Por eso me ha alegrado recibir una carta de don Gregorio Aranda Alcántara, en la que nos devuelve a la vida a un querido caballero en plaza: al rejoneador, ganadero, filósofo y poeta don Ángel Peralta Pineda (1925-2018). Le he puesto intencionadamente el «don» por delante porque hasta que, en sus muchas invenciones del toreo a caballo, ideó las corridas de cuatro rejoneadores y ningún diestro a pie, aquellos Cuatro Jinetes del Apoteosis (los Peralta, Álvaro Domecq Romero y Lupi), era así como lo anunciaban en los viejos carteles: con el «don» por delante. Igual que anunciaban a Don José Anastasio, a Don Agustín García Mier o incluso al Excelentísimo Señor Duque de Pinohermoso. Que era como solía actuar el rejoneador, por delante de los 6 toros de lidia ordinaria. Y en los carteles había mucho de Historia del Toreo, de cuando los señores toreaban a caballo y el pueblo llano empezó a hacerlo a pie. En aquellos viejos carteles iba anunciado «Don Ángel Peralta» y luego, a lo mejor, sin tratamiento alguno, aunque fuesen lo que fueron en el Toreo, Antonio Ordóñez, El Viti o Curro Romero.
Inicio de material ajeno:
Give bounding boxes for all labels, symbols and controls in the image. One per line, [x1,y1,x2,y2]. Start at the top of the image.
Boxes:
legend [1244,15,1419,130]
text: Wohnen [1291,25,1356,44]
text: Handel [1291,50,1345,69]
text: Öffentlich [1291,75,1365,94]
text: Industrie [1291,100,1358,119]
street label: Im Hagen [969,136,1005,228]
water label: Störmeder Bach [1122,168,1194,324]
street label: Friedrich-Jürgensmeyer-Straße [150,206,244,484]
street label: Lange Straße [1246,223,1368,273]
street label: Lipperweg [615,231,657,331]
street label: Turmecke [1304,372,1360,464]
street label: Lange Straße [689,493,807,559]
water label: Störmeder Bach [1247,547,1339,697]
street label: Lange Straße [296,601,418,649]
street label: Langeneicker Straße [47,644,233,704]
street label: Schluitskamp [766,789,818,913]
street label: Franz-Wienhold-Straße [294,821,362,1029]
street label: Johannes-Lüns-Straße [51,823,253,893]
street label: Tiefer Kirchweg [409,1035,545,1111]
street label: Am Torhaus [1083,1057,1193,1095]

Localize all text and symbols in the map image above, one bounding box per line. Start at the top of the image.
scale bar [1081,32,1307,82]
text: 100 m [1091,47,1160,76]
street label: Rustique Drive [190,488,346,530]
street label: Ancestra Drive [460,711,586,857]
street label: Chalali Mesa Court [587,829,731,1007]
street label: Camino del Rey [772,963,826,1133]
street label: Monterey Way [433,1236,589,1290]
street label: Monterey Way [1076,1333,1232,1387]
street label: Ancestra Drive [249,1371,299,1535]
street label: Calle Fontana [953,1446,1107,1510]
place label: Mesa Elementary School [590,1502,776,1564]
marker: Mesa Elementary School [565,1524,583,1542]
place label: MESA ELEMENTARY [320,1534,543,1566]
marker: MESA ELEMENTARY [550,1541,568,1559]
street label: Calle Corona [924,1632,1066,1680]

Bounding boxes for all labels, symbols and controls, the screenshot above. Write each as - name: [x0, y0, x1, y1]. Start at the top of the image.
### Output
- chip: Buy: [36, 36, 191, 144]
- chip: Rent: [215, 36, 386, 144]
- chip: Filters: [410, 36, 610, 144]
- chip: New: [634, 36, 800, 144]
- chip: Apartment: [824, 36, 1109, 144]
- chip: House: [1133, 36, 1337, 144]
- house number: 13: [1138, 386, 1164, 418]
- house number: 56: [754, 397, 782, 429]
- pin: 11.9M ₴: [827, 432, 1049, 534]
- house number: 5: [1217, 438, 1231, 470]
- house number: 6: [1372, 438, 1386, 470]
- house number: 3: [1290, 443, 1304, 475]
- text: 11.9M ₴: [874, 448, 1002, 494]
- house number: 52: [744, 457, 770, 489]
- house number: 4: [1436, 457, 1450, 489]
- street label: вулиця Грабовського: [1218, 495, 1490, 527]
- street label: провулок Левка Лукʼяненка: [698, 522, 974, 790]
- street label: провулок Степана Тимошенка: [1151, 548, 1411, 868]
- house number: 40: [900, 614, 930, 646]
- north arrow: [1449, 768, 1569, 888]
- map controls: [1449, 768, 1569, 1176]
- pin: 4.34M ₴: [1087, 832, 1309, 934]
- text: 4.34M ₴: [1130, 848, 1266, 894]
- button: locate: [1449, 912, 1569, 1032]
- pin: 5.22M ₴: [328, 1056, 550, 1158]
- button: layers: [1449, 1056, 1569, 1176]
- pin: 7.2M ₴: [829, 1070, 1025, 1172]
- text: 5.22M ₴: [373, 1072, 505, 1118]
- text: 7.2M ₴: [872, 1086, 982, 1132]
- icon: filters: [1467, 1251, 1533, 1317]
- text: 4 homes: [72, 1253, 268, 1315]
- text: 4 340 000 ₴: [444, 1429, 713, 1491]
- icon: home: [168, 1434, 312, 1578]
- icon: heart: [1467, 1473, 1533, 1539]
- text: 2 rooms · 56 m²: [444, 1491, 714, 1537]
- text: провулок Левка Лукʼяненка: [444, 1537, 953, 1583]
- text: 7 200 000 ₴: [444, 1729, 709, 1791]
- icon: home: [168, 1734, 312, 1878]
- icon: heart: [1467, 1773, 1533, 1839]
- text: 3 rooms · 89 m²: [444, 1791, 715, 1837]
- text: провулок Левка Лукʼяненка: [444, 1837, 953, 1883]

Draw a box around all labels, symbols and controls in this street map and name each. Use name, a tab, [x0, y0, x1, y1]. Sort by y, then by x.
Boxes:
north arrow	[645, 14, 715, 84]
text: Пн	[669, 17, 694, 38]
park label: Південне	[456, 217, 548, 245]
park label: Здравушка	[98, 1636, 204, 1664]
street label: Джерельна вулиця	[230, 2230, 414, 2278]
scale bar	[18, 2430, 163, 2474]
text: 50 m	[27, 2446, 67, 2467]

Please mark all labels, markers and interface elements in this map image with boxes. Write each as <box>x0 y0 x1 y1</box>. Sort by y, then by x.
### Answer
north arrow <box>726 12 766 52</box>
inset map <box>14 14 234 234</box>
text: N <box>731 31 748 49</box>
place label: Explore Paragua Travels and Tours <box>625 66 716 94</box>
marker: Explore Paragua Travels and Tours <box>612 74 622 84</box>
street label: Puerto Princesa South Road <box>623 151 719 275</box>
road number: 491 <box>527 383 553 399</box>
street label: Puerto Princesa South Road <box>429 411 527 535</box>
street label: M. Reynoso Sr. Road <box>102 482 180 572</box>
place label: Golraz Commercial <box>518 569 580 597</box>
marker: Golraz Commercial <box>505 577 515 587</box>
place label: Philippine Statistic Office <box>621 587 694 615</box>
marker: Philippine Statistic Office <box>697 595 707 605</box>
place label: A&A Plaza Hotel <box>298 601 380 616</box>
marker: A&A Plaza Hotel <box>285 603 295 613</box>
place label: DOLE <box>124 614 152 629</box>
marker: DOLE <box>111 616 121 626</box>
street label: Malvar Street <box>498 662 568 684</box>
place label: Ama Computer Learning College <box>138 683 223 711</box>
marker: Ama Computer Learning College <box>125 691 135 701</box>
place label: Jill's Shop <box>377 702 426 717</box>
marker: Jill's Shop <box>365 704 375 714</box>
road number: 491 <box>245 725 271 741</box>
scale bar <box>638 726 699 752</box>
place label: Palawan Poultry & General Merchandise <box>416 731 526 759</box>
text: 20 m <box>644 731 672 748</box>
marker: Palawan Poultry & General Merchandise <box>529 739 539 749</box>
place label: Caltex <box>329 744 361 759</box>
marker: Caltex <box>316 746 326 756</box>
La carta que referir quiero viene con el membrete de San Miguel de Montelirio, que era la hacienda donde el señor Aranda y un animoso comité le habían organizado a don Ángel Peralta un homenaje el pasado día 18 de marzo. Antes de esa fecha, recibimos otra carta con el mismo membrete de la comisión, anunciándonos que por el estado de salud del caballero en plaza el homenaje para el que nos citaron en Montelirio quedaba aplazado hasta nueva fecha. Nunca se celebró. Porque, como en la copla, «llegó la muerte primero que él», y el 7 de abril nos dejaba Peralta para siempre en su casa del Rancho El Rocío de La Puebla, en el silencio de la marisma, frente al río, los caballos y el toro, que fueron su vida y mundo.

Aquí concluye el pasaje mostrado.